[RECORD SET]
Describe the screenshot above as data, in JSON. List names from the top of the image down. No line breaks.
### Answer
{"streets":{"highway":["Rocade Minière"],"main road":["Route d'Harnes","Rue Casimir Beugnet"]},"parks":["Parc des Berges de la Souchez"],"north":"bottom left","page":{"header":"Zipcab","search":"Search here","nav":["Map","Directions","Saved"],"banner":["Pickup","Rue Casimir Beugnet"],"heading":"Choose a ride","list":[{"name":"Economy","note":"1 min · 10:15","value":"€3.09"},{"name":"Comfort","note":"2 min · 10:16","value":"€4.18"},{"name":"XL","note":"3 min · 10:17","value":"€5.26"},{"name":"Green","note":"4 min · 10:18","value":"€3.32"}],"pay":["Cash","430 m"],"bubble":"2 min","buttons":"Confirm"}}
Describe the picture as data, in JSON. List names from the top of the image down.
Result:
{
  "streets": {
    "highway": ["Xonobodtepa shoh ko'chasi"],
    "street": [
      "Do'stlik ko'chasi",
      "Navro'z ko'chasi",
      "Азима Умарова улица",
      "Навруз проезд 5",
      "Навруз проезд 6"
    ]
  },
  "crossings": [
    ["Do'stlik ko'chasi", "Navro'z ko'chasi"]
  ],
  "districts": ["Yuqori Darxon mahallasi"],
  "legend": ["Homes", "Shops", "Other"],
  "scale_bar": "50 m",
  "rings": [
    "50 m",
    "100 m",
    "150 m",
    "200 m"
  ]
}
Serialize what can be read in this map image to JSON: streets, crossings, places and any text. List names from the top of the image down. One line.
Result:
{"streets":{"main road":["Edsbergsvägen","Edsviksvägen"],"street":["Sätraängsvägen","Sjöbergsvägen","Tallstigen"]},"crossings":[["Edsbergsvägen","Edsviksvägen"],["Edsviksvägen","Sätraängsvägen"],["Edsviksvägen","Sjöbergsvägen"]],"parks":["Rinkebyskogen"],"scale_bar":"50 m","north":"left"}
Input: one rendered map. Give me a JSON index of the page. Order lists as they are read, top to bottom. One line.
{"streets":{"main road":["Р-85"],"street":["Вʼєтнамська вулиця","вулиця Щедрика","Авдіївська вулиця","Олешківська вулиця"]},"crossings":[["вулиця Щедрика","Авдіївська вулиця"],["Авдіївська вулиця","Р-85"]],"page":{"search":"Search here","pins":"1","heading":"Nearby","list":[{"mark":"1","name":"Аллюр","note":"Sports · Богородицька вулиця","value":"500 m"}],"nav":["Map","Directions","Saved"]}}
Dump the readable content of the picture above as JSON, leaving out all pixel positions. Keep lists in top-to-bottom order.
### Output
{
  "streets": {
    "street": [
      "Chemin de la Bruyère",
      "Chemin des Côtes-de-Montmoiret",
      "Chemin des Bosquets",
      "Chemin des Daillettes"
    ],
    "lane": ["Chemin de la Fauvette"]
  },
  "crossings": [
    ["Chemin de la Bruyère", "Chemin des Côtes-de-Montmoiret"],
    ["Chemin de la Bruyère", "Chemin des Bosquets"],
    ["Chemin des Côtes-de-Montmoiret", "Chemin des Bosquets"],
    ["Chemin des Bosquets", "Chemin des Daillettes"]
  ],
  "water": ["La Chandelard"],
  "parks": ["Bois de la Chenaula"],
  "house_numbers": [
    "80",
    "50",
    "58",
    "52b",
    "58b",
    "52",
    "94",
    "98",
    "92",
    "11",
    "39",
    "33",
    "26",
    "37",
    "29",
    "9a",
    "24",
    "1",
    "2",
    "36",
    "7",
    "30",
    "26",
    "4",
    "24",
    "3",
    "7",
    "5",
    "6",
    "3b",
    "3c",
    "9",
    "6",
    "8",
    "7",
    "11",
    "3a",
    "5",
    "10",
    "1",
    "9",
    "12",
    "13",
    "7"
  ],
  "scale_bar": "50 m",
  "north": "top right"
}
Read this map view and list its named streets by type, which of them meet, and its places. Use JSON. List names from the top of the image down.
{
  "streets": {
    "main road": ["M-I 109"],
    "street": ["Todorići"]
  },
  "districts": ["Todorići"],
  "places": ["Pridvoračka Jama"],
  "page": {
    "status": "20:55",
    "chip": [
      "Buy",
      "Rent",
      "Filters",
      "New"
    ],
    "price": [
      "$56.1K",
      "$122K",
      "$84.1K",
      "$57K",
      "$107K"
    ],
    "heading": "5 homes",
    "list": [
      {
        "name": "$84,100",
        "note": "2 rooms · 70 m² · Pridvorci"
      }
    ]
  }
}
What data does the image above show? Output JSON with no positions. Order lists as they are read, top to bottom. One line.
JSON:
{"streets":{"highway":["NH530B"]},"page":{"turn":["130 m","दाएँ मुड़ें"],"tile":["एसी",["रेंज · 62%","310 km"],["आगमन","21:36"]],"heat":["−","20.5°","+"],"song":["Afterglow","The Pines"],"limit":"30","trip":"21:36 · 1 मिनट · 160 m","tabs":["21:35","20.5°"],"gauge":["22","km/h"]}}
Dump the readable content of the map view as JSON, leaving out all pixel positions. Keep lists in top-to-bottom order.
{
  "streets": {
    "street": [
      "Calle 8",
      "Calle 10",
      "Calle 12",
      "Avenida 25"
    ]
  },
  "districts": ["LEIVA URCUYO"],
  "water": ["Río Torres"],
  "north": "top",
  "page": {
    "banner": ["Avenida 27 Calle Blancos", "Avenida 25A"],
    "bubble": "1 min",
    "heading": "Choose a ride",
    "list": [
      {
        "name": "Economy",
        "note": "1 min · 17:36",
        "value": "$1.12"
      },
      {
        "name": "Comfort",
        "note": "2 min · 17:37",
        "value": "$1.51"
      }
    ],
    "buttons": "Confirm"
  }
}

[TASK REQUIREMENTS] Scan the preceding listing for the string "data" and copy every line where it occurs.

[EXPECTED ANSWER]
Describe the screenshot above as data, in JSON. List names from the top of the image down. No line breaks.
Describe the picture as data, in JSON. List names from the top of the image down.
What data does the image above show? Output JSON with no positions. Order lists as they are read, top to bottom. One line.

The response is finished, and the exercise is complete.